The 5 percent banking system bailout – The reciprocal of derivatives calculus

Those unfamiliar with the fine detail of derivatives pricing, regulatory capital, and accounting may have been surprised by Warren Buffet’s 2002 observation that derivatives are “the financial weapons of mass destruction”.

Further evidence of the great sage’s wisdom emerges in the Dec 8th edition of The Times. Neel Kashkari, the 35 year old banker picked by US Treasury Secretary Hank Paulson to “design” the US bailout called TARP (Troubled Asset Relief Plan) admits how the figure $700 billion was arrived at:

We have $11 trillion residential mortgages, $3 trillion commercial mortgages. Total $14 trillion. Five per cent of that is $700 billion. A nice round number.

This detail is revealing. 5% is the flip side of 95%. What is the significance of this? 95% is the magic number which has driven the enormous growth of the unfunded derivatives market. The term ‘unfunded’ is important, since the regulators had always felt comfortable in designing rules for funded assets (commonly known as loans). That task was deemed relatively easy and banks have been required to allocate 8% of capital reserves to back up their loan books.

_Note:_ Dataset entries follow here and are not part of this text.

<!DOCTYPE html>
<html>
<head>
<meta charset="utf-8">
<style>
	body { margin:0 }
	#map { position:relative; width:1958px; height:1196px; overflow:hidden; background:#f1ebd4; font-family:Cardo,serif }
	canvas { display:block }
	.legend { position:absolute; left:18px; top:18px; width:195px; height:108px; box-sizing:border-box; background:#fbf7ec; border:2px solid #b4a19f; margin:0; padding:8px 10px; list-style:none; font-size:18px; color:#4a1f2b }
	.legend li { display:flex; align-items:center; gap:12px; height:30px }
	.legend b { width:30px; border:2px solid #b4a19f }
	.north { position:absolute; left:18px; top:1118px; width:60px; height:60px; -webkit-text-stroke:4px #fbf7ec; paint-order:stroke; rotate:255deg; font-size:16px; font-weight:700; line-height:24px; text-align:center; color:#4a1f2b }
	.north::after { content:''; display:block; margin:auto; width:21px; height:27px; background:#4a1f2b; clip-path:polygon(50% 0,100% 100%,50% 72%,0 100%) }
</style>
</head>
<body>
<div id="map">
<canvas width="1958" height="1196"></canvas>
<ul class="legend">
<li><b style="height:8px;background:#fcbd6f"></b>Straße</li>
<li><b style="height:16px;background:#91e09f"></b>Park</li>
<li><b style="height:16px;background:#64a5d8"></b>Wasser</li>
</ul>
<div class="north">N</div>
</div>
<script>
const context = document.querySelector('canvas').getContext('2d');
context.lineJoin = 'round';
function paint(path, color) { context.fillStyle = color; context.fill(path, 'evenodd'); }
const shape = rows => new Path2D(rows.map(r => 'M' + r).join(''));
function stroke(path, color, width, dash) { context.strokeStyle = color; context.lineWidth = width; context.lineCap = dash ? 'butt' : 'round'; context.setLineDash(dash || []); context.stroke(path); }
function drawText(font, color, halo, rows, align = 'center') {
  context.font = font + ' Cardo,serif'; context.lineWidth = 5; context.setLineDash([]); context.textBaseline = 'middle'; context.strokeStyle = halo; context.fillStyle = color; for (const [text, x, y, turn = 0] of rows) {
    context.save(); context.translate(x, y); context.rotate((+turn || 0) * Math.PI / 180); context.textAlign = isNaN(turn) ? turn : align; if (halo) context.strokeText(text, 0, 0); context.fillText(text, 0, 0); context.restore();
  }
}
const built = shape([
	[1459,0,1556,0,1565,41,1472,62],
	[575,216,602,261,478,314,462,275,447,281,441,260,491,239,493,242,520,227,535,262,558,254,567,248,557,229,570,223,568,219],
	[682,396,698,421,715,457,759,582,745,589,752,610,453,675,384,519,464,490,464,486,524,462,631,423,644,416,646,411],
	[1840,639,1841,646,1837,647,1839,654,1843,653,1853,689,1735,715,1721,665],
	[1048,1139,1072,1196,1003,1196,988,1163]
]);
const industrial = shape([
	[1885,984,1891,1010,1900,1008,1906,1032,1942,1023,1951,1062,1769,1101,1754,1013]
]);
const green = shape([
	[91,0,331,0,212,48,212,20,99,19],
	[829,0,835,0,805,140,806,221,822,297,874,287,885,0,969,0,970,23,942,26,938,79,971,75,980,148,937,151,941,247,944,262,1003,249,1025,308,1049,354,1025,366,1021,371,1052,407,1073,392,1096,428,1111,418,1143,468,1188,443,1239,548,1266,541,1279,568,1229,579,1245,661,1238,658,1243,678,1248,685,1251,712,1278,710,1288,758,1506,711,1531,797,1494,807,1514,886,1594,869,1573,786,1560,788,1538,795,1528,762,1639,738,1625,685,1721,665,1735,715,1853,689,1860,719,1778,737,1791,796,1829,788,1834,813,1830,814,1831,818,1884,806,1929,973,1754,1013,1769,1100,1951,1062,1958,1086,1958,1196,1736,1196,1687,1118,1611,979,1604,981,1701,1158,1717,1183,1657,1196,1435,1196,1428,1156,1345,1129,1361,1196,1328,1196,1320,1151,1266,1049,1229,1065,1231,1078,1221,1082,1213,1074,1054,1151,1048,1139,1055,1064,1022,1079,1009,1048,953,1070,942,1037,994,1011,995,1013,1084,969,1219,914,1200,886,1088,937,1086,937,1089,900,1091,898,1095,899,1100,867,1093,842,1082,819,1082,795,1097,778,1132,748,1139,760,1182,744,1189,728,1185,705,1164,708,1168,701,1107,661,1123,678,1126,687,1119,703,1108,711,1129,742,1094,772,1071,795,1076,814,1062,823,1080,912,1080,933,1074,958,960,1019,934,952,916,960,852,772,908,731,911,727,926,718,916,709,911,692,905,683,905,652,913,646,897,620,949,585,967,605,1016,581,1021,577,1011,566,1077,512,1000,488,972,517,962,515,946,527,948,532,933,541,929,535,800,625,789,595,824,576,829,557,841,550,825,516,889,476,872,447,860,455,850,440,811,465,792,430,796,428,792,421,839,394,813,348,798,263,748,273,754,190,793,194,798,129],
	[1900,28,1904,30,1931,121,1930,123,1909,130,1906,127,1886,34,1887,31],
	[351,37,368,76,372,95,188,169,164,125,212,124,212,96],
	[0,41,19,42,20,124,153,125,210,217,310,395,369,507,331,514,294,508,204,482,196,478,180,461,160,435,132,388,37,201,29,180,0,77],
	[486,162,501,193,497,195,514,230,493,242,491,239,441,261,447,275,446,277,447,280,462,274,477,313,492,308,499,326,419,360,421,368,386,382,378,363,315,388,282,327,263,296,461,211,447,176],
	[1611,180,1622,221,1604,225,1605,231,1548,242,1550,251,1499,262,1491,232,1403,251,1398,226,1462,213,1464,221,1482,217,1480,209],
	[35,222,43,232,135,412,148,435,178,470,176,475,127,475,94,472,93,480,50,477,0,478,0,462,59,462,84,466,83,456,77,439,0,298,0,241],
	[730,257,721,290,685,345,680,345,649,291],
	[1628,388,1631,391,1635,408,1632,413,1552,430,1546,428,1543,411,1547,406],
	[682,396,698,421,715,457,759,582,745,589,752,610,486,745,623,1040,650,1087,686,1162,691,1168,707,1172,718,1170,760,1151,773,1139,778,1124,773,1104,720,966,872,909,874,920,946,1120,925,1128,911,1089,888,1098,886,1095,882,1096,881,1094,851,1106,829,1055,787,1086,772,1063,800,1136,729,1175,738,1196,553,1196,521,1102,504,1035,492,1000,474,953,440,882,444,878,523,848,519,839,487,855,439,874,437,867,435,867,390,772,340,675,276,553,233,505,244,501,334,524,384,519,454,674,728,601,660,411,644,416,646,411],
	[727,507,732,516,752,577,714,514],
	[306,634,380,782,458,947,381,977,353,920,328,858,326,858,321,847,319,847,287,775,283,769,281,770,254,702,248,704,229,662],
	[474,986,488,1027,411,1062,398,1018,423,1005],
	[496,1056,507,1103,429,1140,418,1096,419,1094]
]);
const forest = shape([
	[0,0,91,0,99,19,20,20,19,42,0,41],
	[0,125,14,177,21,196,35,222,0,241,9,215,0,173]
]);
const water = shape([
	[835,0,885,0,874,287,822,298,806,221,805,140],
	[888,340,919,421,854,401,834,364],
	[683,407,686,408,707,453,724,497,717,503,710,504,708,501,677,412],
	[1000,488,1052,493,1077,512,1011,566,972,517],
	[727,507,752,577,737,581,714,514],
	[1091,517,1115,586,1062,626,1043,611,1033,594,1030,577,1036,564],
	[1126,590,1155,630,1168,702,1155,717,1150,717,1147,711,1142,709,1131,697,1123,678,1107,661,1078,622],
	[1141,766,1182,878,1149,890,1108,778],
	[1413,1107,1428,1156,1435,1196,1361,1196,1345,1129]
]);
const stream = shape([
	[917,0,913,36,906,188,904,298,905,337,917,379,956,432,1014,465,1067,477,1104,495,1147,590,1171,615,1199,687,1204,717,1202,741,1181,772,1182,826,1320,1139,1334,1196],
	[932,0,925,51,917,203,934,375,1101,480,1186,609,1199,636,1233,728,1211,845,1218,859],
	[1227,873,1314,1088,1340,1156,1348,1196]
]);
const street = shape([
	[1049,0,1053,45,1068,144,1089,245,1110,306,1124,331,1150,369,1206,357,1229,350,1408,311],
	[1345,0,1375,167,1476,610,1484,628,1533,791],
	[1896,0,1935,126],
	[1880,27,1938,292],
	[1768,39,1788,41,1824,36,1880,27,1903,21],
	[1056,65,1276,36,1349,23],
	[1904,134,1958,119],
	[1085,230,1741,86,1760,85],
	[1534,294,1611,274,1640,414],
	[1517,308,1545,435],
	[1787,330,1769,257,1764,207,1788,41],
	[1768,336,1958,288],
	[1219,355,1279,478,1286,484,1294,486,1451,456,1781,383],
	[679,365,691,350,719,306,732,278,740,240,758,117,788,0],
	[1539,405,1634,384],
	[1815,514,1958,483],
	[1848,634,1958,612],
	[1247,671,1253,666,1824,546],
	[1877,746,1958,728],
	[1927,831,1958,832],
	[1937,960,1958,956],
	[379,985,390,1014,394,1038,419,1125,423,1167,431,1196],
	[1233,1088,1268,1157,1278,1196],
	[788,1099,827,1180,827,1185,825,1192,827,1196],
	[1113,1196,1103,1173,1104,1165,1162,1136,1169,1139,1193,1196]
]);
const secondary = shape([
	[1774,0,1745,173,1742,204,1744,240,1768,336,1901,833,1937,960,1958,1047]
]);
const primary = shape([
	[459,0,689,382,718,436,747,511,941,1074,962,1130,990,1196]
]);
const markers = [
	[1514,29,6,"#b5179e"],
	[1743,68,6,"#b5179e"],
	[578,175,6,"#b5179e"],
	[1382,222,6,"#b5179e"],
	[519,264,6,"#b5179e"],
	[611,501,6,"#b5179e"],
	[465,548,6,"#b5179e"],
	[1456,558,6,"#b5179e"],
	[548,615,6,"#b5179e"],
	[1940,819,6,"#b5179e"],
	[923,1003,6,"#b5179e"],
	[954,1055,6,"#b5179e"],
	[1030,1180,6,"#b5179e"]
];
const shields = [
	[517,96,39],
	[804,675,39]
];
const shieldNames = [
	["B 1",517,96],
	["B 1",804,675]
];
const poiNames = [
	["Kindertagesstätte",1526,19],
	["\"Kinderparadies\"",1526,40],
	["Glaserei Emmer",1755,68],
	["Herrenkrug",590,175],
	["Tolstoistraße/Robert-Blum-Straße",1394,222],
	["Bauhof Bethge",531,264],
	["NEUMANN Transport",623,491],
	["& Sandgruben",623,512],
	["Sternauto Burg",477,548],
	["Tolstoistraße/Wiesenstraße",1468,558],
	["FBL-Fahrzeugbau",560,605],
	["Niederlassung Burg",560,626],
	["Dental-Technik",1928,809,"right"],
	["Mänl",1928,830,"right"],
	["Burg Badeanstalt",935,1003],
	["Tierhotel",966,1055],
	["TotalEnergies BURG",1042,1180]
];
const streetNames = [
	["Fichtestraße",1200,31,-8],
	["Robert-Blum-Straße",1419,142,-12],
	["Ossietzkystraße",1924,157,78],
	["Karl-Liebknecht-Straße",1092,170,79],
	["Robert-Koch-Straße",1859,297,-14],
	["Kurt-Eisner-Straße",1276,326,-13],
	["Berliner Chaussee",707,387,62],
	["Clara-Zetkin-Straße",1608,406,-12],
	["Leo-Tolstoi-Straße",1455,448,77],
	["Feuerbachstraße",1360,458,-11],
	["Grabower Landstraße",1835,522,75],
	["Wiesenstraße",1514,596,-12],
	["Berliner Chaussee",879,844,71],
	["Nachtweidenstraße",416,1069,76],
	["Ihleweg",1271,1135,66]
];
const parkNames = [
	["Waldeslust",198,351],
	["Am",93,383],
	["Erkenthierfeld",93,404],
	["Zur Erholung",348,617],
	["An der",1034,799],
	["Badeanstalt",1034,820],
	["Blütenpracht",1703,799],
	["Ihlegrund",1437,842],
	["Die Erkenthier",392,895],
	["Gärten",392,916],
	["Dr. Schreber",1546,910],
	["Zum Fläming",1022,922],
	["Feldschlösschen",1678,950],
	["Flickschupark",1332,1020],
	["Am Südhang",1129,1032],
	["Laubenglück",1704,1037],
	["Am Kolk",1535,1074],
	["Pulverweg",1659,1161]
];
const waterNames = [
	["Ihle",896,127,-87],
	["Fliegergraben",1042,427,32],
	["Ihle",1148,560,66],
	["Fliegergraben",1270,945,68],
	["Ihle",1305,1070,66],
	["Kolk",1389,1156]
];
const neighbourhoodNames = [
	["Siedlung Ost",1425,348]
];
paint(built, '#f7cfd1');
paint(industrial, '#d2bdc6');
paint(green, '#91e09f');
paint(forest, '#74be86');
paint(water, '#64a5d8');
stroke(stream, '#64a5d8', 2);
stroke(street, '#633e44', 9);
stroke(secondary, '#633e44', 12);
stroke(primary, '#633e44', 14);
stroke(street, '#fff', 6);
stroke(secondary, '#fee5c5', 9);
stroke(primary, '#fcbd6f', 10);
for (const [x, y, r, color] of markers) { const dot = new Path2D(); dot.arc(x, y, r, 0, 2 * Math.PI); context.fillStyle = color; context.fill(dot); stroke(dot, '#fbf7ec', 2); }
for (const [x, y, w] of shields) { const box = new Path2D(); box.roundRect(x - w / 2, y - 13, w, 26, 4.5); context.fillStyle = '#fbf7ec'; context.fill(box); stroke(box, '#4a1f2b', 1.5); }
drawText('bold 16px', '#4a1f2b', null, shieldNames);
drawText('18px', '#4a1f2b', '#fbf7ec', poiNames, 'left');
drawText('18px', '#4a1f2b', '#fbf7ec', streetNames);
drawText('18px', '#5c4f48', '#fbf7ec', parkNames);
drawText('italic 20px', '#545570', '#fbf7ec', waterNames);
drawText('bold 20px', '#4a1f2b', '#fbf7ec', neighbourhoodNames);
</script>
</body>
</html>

However, unfunded exposures under swaps, forwards, options and so forth collectively known as “derivative” transactions were more difficult to analyse and control. As a result, the derivatives industry had boomed since its inception in the early 1980’s primarily on the back of remarkably generous regulatory and accounting treatment. The starting point for regulatory capital is 0.5% of “exposure”, or 1/16th of the base requirement for funded assets. For long term transactions this 0.5% figure may be augmented by the addition of reserved profit.

I must admit that this expression – reserving the profit – always struck me as the wrong way around. How would the government’s regulator of water companies react if the water industry sought to prepare new balance sheets showing today’s capital base substantially increased by the reservation of future years’ profits, then reduced back to a still inflated figure by the deduction of a portion of this reserve “for conservatism”?

Encouraged by the banks’ own pricing experts, the regulators have accepted the use of historical data analysis as the basis of the rules they established to measure the capital requirement for any risk position on a bank’s derivative book.

The mapping of these historic data observations on bell shaped normal distribution charts is at the root of accounting and regulatory capital rules for derivatives, none of which have been changed as a result of the collapse of the banking system. These charts drive pricing models and internal risk controls. Bank traders use the models to place a value on each such exposure, generally ignoring outcomes that would be outside two standard deviations from the historical norm. ‘Two standard deviations’ simply expressed, covers 95% of the outcomes.

Although regulators require investment grade banks to capitalise for risk measured beyond the 95th percentile, the 95% test is applied extensively as a ‘practical’ benchmark. If a deal ‘works’ at 95% it is generally done. If it continues to satisfy this test year after year, relevant time based portions of the profit ‘reserved’ (ie not taken into profit and loss account at inception) will be recognised.

This use of these charts always struck me as questionable on two counts:

a) Excessive reliance on historical outcomes as a predictor of the future;
b) The confirmation bias present in the mapping of the data.

Traders and transaction specialists both outnumber and are paid far more than their internal and external regulators. The internal regulators control profits and bonuses. Put simply, if the pricing or capital cost outcome of the model inputs does not fit the price on offer for the trade, the data can be re-analysed and mapped again more conveniently. This point is of particular note in ‘exotic’ derivatives territory; transactions whose subject matter is less commonly priced in the money, bond, or commodity markets. Examples such as weather, human mortality, or corporate credit defaults come to mind.

Even senior bankers unfamiliar with minutiae of derivatives calculations are aware of the significance of the 95% benchmark. So here we see the intuitive appeal of Kashkari’s sizing of the US TARP bailout – he filled the 5% confidence gap.